Problem description:
Please reproduce verbatim the lines below, from the first through the one with "0 #888479) drop-shadow(-2px".

Information supplied:
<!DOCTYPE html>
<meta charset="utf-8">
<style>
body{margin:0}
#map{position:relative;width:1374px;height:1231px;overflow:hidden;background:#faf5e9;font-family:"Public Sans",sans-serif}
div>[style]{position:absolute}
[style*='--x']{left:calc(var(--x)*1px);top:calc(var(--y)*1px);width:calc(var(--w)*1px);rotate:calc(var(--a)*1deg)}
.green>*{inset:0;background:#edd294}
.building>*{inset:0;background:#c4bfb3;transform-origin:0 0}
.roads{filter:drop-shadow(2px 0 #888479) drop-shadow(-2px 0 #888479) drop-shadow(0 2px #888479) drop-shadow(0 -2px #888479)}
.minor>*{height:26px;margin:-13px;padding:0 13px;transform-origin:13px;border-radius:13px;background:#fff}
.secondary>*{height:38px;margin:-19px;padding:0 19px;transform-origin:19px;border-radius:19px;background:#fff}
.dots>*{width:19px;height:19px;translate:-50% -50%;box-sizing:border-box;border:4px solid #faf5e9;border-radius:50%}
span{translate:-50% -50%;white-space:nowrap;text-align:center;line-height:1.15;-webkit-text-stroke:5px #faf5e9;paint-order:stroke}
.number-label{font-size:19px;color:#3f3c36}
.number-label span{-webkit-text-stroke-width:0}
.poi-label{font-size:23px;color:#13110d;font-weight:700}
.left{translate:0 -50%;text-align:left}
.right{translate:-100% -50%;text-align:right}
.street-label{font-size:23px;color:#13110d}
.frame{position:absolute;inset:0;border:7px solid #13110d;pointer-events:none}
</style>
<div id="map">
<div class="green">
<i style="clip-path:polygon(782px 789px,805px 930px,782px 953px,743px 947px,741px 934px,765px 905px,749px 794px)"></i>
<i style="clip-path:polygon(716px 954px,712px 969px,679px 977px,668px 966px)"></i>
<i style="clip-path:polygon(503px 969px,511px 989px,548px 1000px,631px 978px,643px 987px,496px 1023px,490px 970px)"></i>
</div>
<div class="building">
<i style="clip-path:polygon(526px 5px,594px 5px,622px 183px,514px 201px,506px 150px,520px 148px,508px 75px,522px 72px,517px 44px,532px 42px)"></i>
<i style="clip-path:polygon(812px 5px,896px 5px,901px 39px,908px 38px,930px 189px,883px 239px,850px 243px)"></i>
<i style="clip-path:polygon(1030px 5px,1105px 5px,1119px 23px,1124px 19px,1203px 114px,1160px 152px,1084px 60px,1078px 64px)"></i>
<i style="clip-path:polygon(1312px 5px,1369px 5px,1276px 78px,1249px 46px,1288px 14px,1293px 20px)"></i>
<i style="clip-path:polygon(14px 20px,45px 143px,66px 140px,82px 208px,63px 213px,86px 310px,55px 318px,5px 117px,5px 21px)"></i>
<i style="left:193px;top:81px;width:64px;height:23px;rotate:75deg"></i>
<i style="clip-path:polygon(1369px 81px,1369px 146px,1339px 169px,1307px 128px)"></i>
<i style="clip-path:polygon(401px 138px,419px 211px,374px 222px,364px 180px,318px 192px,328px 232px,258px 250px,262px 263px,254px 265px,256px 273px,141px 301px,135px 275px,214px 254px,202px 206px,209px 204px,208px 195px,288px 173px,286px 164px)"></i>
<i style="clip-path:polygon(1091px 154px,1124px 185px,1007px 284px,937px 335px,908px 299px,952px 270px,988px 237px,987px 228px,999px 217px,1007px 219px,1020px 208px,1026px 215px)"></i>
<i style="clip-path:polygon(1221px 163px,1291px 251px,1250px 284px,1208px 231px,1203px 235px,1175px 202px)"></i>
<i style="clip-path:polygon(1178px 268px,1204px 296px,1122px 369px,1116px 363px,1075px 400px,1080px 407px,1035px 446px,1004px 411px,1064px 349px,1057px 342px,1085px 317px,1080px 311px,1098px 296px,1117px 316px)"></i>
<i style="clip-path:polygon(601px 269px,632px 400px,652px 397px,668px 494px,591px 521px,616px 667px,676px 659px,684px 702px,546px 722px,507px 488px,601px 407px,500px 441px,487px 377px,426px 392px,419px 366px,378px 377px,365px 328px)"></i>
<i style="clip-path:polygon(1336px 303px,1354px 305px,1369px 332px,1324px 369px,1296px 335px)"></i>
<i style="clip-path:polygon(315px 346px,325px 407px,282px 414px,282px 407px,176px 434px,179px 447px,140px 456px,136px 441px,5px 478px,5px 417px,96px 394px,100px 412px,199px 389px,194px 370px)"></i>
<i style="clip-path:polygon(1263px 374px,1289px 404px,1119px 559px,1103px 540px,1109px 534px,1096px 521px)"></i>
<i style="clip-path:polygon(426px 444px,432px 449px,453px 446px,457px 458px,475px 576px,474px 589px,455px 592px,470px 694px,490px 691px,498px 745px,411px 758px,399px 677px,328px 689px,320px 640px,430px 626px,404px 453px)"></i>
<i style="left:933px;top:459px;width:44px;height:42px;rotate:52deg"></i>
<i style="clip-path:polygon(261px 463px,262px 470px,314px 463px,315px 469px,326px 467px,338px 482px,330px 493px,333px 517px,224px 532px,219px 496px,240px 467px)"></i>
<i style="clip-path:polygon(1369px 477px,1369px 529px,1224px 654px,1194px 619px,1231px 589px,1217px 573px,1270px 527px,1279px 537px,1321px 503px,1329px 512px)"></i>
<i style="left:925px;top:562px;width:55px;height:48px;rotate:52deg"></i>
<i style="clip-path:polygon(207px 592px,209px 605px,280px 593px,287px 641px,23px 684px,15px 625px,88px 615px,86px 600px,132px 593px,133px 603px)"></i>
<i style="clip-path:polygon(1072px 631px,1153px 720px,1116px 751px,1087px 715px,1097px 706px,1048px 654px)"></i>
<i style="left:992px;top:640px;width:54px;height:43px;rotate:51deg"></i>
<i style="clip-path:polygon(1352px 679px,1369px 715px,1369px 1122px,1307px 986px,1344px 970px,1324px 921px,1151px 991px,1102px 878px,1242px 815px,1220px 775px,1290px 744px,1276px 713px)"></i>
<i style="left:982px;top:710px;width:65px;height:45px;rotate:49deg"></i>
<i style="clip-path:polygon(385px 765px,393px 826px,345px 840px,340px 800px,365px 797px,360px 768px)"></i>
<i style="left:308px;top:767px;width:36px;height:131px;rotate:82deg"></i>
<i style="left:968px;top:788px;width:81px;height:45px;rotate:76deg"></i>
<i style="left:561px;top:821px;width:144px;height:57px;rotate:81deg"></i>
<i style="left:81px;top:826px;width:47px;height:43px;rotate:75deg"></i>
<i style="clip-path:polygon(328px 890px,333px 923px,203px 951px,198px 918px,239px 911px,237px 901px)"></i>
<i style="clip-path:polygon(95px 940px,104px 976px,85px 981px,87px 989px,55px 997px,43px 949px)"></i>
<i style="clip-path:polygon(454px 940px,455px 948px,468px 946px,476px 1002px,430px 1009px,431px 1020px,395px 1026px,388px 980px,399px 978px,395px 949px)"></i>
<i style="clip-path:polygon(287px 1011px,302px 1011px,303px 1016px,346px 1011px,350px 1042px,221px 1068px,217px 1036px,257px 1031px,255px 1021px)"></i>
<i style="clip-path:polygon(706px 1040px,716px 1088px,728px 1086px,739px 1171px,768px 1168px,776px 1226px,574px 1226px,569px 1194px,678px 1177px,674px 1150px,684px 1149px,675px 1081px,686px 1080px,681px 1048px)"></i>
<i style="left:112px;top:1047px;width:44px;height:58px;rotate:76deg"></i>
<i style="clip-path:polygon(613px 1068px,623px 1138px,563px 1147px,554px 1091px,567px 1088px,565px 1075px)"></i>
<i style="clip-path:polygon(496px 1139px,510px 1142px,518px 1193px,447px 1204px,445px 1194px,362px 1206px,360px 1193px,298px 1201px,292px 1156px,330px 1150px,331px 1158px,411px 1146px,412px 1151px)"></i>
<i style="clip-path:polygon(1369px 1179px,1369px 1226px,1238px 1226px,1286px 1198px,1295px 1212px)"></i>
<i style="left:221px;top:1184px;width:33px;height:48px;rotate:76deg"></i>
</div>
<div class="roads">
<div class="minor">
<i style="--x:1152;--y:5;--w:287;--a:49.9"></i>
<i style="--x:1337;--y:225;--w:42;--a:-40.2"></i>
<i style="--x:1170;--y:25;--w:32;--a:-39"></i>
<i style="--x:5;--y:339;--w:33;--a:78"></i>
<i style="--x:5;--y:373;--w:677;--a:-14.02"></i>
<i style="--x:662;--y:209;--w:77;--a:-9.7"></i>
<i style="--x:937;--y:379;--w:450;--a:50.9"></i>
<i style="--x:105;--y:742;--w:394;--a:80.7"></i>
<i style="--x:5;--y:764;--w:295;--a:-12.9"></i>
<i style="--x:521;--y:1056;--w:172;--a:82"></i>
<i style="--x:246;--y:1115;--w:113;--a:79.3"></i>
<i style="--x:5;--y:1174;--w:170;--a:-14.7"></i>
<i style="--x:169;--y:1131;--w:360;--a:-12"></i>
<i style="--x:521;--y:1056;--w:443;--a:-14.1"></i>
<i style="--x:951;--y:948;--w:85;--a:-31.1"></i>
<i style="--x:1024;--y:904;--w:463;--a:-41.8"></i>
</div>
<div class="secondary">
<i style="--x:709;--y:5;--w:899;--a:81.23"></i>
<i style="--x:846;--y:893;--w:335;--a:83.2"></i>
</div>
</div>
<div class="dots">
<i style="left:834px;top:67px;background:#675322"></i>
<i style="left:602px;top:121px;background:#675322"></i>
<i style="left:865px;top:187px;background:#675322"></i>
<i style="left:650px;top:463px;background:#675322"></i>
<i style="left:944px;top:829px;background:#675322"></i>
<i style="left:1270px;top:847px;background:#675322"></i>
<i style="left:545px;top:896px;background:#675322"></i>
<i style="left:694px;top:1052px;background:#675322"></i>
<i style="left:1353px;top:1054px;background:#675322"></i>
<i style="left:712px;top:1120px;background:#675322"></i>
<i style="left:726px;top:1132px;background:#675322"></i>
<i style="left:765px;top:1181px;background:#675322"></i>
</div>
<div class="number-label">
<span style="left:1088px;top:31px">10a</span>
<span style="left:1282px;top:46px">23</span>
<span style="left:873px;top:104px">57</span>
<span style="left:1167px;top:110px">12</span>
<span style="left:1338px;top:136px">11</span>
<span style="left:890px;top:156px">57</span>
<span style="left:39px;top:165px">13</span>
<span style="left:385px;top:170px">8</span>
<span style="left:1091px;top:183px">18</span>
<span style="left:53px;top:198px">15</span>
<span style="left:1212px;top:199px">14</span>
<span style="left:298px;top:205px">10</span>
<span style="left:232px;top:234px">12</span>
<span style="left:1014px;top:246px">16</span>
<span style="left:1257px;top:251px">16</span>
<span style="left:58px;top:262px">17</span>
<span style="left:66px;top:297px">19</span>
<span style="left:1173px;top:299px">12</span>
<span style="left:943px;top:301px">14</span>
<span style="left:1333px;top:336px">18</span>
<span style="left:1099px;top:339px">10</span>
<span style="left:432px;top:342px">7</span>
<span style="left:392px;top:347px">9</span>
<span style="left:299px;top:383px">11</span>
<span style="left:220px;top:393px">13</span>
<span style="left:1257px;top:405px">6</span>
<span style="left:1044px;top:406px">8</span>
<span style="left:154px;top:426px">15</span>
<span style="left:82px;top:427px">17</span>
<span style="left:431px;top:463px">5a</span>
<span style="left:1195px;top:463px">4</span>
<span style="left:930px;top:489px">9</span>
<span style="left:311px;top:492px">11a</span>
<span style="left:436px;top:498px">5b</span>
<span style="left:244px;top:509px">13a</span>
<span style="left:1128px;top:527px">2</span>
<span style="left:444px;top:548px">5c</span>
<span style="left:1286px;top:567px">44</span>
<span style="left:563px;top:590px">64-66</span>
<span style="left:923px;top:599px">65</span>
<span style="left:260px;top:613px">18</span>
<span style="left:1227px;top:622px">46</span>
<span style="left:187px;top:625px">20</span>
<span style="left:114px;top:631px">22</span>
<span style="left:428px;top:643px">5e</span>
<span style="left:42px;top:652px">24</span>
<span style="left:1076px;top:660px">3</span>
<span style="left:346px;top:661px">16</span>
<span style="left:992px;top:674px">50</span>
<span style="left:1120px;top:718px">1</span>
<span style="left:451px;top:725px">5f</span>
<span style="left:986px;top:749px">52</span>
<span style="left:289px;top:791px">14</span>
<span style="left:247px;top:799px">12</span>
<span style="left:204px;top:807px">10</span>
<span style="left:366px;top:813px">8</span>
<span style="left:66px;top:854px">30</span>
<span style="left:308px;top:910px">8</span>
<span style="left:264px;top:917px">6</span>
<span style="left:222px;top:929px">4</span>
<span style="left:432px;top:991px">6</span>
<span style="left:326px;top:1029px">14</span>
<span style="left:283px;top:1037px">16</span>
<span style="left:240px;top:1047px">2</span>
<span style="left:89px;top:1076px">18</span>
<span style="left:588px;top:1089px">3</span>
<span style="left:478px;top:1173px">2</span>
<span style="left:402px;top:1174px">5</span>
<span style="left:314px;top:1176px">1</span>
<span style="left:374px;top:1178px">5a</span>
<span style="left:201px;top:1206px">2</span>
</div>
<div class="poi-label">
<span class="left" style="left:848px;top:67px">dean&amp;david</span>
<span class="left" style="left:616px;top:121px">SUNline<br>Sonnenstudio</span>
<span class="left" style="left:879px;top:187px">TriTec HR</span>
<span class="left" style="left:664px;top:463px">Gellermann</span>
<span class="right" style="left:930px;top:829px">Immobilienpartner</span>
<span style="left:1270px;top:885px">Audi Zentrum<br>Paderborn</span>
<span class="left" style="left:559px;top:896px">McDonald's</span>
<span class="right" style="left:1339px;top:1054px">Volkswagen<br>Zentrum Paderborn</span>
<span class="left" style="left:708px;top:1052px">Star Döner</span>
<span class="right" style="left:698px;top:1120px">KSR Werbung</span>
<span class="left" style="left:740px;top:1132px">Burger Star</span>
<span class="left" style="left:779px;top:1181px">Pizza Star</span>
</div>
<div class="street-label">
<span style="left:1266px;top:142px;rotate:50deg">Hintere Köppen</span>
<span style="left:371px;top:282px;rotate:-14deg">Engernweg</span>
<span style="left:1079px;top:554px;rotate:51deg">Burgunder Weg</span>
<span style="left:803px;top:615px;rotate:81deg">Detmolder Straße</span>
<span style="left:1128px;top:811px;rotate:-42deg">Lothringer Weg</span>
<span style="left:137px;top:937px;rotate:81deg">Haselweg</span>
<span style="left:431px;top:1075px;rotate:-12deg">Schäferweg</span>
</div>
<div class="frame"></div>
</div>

Response to this exercise:
<!DOCTYPE html>
<meta charset="utf-8">
<style>
body{margin:0}
#map{position:relative;width:1374px;height:1231px;overflow:hidden;background:#faf5e9;font-family:"Public Sans",sans-serif}
div>[style]{position:absolute}
[style*='--x']{left:calc(var(--x)*1px);top:calc(var(--y)*1px);width:calc(var(--w)*1px);rotate:calc(var(--a)*1deg)}
.green>*{inset:0;background:#edd294}
.building>*{inset:0;background:#c4bfb3;transform-origin:0 0}
.roads{filter:drop-shadow(2px 0 #888479) drop-shadow(-2px 0 #888479) drop-shadow(0 2px #888479) drop-shadow(0 -2px #888479)}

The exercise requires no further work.